La muestra de cine fantástico madrileño se ha fortalecido en los últimos tiempos a base de varias alianzas que la han catapultado hacia el éxito de aforo, que se ha seguido manteniendo en esta XI Muestra Syfy, y que les llevó incluso a cambiar de sede hace un par de años, celebrándose en el cine Callao desde entonces. Primero y de forma fundamental con el canal temático Syfy, que le da nombre desde la séptima edición y al que desde entonces rinde servicio como perfecta plataforma publicitaria; también con Phenomena, que ya ha incorporado sus habituales programas dobles en las últimas ocasiones. Esta vez, la sesión compuesta por La mosca (The Fly; David Cronenberg, 1986) y Depredador (Predator; John McTiernan, 1987) para la tarde del domingo no podía haber estado mejor elegida para una reunión de estas características. Por último, no hay que olvidar sus acuerdos con Versus Entertainment y con Canal +, que aportó una pequeña selección de cortos de género proyectados como aperitivo antes de alguna de las sesiones.
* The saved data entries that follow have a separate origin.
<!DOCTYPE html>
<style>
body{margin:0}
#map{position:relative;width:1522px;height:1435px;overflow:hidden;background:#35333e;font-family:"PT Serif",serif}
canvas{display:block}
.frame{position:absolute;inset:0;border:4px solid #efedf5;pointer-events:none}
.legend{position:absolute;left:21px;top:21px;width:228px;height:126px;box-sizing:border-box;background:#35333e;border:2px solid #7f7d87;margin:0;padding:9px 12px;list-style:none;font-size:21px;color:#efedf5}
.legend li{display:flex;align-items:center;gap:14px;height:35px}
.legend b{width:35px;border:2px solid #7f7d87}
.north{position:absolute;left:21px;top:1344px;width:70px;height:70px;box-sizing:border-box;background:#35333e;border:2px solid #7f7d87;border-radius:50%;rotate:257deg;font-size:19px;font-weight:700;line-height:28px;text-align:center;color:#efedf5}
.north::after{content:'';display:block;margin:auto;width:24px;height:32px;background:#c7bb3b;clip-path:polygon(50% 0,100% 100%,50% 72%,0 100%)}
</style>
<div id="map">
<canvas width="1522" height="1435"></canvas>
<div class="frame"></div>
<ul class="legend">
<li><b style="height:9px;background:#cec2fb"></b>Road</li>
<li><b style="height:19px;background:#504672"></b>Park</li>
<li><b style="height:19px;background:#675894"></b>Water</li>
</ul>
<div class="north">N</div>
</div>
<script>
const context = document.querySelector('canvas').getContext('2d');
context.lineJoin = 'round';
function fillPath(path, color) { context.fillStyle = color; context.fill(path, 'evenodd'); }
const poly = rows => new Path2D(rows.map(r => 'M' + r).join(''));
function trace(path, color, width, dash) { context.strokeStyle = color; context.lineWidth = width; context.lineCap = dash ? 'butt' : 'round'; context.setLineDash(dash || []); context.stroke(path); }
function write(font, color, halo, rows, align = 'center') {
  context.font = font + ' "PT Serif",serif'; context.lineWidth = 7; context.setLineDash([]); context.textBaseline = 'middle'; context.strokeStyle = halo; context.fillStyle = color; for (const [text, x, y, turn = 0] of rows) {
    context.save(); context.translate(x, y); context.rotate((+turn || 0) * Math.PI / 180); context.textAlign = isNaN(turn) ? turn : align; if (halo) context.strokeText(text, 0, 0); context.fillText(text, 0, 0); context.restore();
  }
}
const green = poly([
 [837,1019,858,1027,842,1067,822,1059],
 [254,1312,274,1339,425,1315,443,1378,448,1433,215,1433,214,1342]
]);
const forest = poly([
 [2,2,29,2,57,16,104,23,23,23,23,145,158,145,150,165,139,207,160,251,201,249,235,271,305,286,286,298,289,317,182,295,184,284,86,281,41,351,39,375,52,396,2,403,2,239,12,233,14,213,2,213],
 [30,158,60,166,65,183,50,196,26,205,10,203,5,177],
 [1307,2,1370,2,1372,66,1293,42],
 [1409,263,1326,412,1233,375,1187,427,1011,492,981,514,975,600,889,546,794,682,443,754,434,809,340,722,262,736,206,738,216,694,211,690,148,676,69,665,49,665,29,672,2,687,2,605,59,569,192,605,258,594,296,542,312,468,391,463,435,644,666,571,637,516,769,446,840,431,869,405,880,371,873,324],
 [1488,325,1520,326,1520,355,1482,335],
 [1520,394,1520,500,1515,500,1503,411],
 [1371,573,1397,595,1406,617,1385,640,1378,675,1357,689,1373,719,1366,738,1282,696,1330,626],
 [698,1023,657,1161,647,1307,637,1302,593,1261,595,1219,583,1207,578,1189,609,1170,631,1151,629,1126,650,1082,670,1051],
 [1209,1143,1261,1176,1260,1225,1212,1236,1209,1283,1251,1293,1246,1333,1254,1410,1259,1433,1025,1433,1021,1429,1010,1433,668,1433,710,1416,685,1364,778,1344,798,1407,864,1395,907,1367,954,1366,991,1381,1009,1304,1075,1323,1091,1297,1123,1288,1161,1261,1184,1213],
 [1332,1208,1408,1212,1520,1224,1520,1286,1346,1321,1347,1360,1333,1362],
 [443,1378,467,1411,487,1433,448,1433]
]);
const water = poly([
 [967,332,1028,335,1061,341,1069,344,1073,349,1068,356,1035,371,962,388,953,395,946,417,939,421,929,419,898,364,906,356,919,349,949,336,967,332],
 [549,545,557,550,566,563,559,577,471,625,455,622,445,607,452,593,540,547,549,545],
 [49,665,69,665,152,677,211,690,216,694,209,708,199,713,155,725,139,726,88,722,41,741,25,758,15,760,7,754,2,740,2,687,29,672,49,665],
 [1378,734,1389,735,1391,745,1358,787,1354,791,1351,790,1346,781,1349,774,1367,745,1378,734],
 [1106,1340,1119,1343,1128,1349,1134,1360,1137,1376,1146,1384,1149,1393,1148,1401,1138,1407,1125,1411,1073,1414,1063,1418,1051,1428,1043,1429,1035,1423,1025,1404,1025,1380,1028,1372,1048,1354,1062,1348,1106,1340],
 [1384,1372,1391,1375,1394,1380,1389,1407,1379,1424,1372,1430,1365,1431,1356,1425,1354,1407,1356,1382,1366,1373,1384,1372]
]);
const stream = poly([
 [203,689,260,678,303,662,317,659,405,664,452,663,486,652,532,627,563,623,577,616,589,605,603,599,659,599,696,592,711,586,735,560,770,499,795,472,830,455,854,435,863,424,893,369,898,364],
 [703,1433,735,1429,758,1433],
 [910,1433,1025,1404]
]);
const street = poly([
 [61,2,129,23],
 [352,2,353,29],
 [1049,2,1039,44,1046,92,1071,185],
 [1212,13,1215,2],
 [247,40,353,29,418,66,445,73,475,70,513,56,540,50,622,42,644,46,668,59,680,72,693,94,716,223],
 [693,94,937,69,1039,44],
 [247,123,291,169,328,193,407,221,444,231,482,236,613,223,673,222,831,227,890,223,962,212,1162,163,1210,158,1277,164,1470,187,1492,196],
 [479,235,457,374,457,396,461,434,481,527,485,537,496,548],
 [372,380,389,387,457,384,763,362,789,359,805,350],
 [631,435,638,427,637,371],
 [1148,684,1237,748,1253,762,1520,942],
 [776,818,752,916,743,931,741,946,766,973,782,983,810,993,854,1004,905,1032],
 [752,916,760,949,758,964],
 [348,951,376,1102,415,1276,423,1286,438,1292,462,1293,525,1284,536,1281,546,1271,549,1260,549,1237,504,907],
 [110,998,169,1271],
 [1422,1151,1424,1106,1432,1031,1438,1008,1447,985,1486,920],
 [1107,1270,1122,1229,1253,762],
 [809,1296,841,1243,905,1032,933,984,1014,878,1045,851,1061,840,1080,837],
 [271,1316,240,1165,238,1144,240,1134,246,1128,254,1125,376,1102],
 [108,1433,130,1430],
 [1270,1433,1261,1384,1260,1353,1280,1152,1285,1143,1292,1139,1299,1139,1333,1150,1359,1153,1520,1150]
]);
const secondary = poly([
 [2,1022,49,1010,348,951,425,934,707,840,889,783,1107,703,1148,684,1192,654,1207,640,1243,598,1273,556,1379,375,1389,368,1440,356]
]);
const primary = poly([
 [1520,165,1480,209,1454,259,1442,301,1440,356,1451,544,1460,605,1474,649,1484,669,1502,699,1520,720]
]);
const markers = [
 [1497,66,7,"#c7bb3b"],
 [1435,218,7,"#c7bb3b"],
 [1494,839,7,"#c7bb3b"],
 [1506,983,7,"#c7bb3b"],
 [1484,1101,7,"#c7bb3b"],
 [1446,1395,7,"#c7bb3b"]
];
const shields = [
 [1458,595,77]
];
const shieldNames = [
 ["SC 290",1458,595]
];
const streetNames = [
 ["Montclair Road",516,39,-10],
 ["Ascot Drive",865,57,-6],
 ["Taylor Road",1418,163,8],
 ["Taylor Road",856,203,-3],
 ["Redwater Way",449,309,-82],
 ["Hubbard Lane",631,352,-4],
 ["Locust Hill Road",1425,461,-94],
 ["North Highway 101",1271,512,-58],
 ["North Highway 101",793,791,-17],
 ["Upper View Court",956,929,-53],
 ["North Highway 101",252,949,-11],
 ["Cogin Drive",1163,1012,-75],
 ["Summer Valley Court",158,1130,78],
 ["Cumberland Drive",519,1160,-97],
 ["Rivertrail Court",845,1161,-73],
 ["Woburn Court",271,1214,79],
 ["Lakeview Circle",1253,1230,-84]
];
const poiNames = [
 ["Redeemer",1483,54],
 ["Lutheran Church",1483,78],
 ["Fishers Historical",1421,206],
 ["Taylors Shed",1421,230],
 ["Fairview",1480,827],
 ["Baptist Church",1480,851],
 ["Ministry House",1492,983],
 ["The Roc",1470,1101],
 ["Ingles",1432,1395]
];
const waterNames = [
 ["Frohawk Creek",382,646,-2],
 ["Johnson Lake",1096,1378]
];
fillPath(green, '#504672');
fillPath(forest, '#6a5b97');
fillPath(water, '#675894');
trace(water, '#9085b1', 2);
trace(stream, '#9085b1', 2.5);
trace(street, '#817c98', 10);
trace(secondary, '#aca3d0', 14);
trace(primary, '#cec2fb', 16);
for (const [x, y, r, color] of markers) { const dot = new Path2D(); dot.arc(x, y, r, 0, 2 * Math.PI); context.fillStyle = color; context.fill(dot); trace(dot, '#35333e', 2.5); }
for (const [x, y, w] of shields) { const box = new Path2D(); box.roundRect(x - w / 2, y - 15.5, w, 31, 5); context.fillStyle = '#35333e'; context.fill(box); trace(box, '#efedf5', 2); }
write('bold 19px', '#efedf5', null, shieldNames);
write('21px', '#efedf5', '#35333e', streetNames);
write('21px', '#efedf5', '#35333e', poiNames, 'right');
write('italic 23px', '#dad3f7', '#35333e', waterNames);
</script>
La inauguración, sin romper la tradición, estuvo destinada a un preestreno en toda regla, puesto que al día siguiente podía verse en nuestras salas, 300: El origen de un imperio, de la que Tonio L. Alarcón ya dio buena cuenta en nuestras páginas. El resto de la programación, sin demasiado espacio para las sorpresas, se nutrió de un alto porcentaje de films vistos en el pasado festival de Sitges, eso sí, con algunos títulos notables, y el principal aporte de valor de esta edición, que no fue otro que Rompenieves (Snowpiercer, 2013), la nueva película del surcoreano Bong Joon-ho, responsable de las brillantes Memories of Murder (2003), The Host (2006) o Mother (2009), en su primera aventura americana, bajo el paraguas de los hermanos Weinstein. La historia está basada en el comic francés Le Transperceneige de Jacques Lob y Jean-Marc Rochette y nos sitúa en un año 2031 donde toda la humanidad superviviente a los efectos nocivos de un gas utilizado para evitar el calentamiento global se encuentra encerrada en un tren en perpetuo movimiento alrededor de un mundo congelado. En este tren los privilegiados se sitúan en los vagones de la parte delantera mientras que el proletariado viaja en la cola, en lo que representa un microcosmos de la sociedad tal y como la conocemos, y según se recorren los vagones del tren se van mostrando todos y cada uno de sus estratos. El gran tema de la lucha de clases es el punto de partida de una historia que termina planteándose quién inventa las rebeliones y cómo acaban alimentando el propio sistema. Las violentas y variadas escenas de acción contribuyen a hacer avanzar la trama sin resultar lo gratuitas que se podría esperar de una película de este corte. En el curso de la revolución acompañaremos a Curtis, el protagonista interpretado por Chris Evans, que con una ayuda externa que permanece sin identificar hasta el desenlace (esta parte de la trama parece heredada de la franquicia de videojuegos Bioshock, así como la figura de Winslow, el líder al que todo deben, y la estética de algunas partes del tren, vídeo didáctico incluido), va eliminando a las fuerzas opresoras, y también perdiendo efectivos, en su avance hacia la cabeza del tren, el motor, donde se descubrirá su conflicto interno, y sobre todo, como se ha convertido en una pieza del sistema que creía estar destruyendo. Impagable Tilda Swinton, por cierto, como ministra del régimen.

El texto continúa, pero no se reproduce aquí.